▶ _EXERCISE INSTRUCTIONS_:
Pictures are not repeated. Every line from the beginning of the entries through the one with "filter:drop-shadow(0 0 2px" is restated exactly.

▶ _MATERIAL FOR THE TASK_:
□ □ □ □

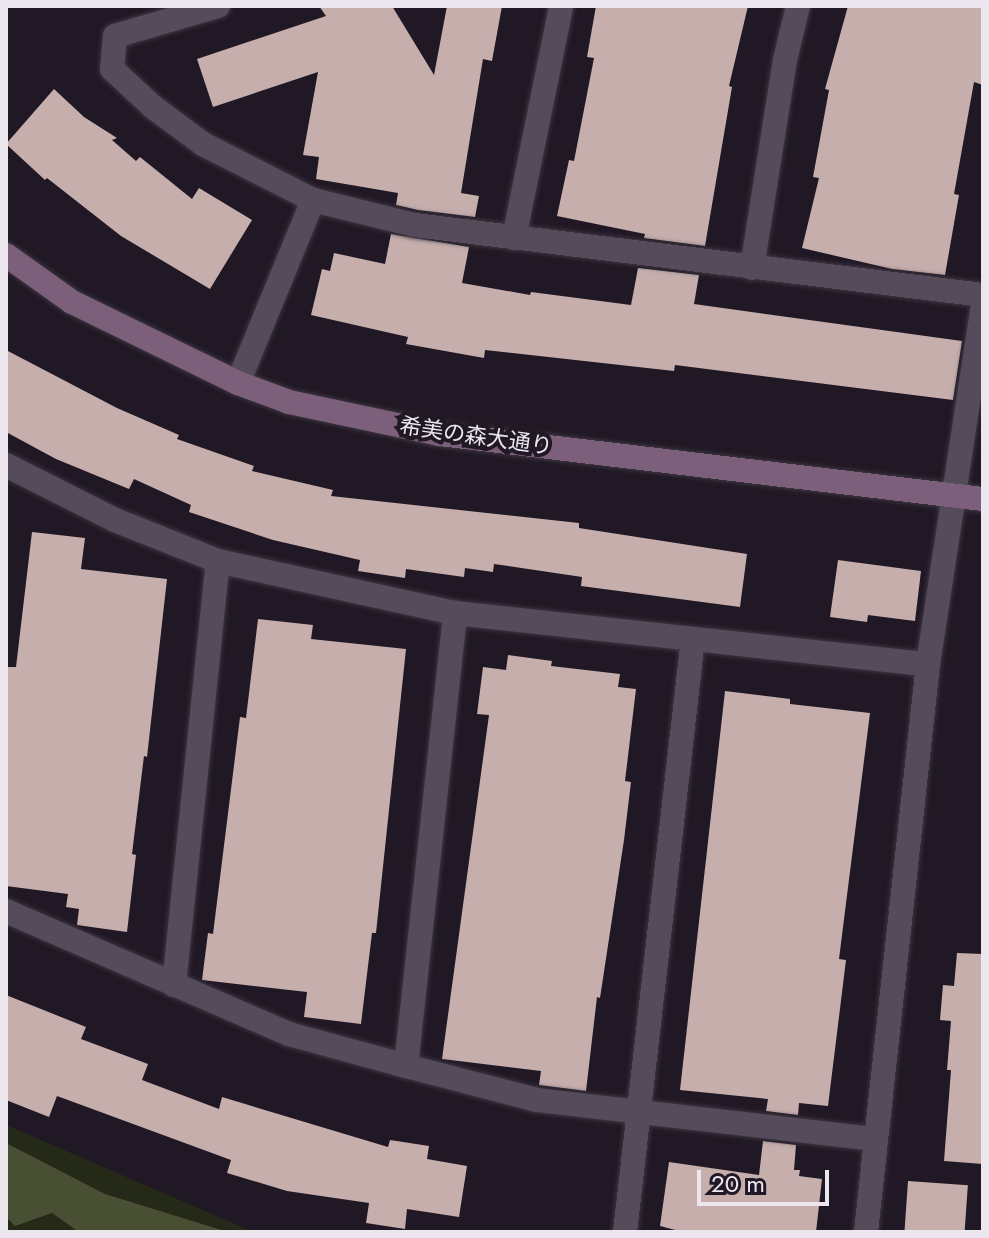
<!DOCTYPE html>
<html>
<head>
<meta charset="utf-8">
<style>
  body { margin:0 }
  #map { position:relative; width:989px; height:1238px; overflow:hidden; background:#211825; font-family:Jost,"Noto Sans JP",sans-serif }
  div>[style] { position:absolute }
  .green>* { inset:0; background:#252917 }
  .forest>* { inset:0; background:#494f33 }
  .building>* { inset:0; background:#c5aeac; transform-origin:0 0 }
  .roads { filter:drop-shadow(0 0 2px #3c3640) drop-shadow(0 0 2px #3c3640) }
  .street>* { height:24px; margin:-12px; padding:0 12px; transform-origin:12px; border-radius:12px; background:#554b5a }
  .secondary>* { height:24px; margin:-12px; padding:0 12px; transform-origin:12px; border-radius:12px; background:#7c5f7a }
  span { translate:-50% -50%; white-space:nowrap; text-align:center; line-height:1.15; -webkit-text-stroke:8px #211825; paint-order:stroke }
  .street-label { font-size:22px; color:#ece6ef }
  .frame { position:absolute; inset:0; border:8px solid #ece6ef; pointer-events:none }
  .scale { position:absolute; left:697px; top:1170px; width:132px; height:36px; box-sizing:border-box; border:4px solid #ece6ef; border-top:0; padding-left:10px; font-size:24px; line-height:28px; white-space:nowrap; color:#ece6ef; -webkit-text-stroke:6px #211825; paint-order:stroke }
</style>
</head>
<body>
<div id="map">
  <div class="green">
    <div style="clip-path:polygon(6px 1125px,254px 1232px,6px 1232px)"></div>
  </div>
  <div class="forest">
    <div style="clip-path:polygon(6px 1143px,105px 1194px,228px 1232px,79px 1232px,52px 1213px,15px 1226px,6px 1217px)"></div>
  </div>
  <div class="building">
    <div style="clip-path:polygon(319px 6px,392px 6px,434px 75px,447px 6px,502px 6px,492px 61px,483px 59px,461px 193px,479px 196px,475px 217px,418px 210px,396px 205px,398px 193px,316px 179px,319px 157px,303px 155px,318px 72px,213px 107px,197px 59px,326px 16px)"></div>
    <div style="clip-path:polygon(596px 6px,748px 6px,729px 86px,732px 87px,705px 246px,644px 238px,645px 234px,557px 216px,569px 160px,574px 161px,594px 58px,587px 57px)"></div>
    <div style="clip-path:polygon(848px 6px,983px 6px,983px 85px,974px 82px,954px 194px,959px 195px,945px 275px,892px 269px,802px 248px,819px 178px,813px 177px,829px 90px,825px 89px)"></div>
    <div style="clip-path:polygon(54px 89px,84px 117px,117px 138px,112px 140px,136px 161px,140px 157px,192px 199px,199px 188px,252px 220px,210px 289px,121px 236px,47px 178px,45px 180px,6px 144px)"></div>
    <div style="clip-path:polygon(391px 234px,469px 247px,462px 283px,530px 295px,531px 292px,631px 305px,638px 268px,699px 275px,694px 304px,962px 341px,953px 400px,675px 365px,674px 371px,485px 350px,484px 358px,406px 344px,408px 337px,311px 315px,322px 269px,330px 271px,334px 253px,385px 264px)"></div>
    <div style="clip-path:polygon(6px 350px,117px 408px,179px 435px,177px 439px,254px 466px,252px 471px,333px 490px,331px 496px,579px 523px,579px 528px,747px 554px,740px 607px,581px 586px,582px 577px,494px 564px,493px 572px,465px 568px,464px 577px,406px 569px,405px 578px,358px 571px,360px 560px,273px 540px,189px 512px,191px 505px,134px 479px,129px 489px,56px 459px,6px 432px)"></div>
    <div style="clip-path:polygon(32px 532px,85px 538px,81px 569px,167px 579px,147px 757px,144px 756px,132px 854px,136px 855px,127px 932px,77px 925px,79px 909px,66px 907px,68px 894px,6px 886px,6px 667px,16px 667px)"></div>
    <div style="clip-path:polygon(838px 560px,921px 571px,915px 621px,868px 615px,867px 622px,830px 617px)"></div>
    <div style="clip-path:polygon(258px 619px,313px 625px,311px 639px,406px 649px,376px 933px,372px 933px,361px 1024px,304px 1017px,307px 992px,202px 980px,208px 933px,213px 934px,240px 717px,246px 718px)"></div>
    <div style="clip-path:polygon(508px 655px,552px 661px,551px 666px,620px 674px,618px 687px,636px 689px,625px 781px,631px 782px,624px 840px,600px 998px,597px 997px,586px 1091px,539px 1085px,541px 1071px,442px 1059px,489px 715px,477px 714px,483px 667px,506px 670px)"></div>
    <div style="clip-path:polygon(725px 691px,790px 699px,790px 704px,870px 713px,839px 959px,846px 960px,828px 1106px,799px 1103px,798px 1115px,766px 1111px,768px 1099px,680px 1090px)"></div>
    <div style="clip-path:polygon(957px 953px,983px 954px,983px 1164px,944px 1161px,951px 1070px,947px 1070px,951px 1021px,940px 1020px,943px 985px,954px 986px)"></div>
    <div style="clip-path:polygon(6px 995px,86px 1027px,81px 1039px,148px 1064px,142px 1080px,219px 1109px,222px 1097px,388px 1147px,390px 1140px,429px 1146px,427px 1159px,467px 1166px,459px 1217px,407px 1209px,405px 1229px,366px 1223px,369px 1203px,287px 1191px,227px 1173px,231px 1160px,57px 1096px,49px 1117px,6px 1100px)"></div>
    <div style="clip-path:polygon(763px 1141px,796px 1145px,794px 1170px,800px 1170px,799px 1176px,822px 1179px,816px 1232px,683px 1232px,660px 1226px,669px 1162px,759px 1175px)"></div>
    <div style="left:908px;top:1181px;width:60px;height:51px;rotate:4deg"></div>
  </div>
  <div class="roads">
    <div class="street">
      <div style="left:218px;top:6px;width:107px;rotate:163.8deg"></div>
      <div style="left:115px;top:36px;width:33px;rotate:95deg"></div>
      <div style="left:112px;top:69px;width:56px;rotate:42.8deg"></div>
      <div style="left:153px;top:107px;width:62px;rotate:36.5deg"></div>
      <div style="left:203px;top:144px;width:123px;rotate:27deg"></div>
      <div style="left:313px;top:200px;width:105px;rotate:13.8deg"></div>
      <div style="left:415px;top:225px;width:572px;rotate:7.03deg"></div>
      <div style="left:514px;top:238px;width:237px;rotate:-78.5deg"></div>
      <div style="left:752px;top:268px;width:211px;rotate:-81deg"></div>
      <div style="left:785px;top:60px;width:56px;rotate:-76.5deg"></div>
      <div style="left:238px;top:383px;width:198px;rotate:-67.7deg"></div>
      <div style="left:6px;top:465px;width:122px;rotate:26.8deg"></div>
      <div style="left:115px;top:520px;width:111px;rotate:21.7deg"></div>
      <div style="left:218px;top:561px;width:243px;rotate:12.4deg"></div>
      <div style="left:455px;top:613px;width:476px;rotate:6.2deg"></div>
      <div style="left:928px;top:664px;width:571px;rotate:96.23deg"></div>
      <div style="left:928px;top:664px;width:363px;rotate:-81.3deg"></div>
      <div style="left:6px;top:911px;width:309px;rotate:23.5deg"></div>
      <div style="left:289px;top:1034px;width:121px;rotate:15.3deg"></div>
      <div style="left:406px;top:1066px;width:135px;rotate:14.5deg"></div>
      <div style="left:537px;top:1100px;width:339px;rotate:6.6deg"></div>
      <div style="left:174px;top:985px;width:426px;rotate:-84.1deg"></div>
      <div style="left:406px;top:1066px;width:456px;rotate:-83.8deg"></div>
      <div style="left:625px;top:1232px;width:597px;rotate:-83.46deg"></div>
    </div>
    <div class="secondary">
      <div style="left:6px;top:255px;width:81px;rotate:35.5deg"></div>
      <div style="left:72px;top:302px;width:185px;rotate:26deg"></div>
      <div style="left:238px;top:383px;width:54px;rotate:20.4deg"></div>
      <div style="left:289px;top:402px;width:154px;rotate:12deg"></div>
      <div style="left:440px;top:434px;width:547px;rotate:6.83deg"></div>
    </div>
  </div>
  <div class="street-label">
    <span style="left:476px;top:436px;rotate:8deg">希美の森大通り</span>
  </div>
  <div class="frame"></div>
  <div class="scale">20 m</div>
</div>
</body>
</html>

□ □ □ □

▶ _YOUR SOLUTION_:
<!DOCTYPE html>
<html>
<head>
<meta charset="utf-8">
<style>
  body { margin:0 }
  #map { position:relative; width:989px; height:1238px; overflow:hidden; background:#211825; font-family:Jost,"Noto Sans JP",sans-serif }
  div>[style] { position:absolute }
  .green>* { inset:0; background:#252917 }
  .forest>* { inset:0; background:#494f33 }
  .building>* { inset:0; background:#c5aeac; transform-origin:0 0 }
  .roads { filter:drop-shadow(0 0 2px #3c3640) drop-shadow(0 0 2px #3c3640) }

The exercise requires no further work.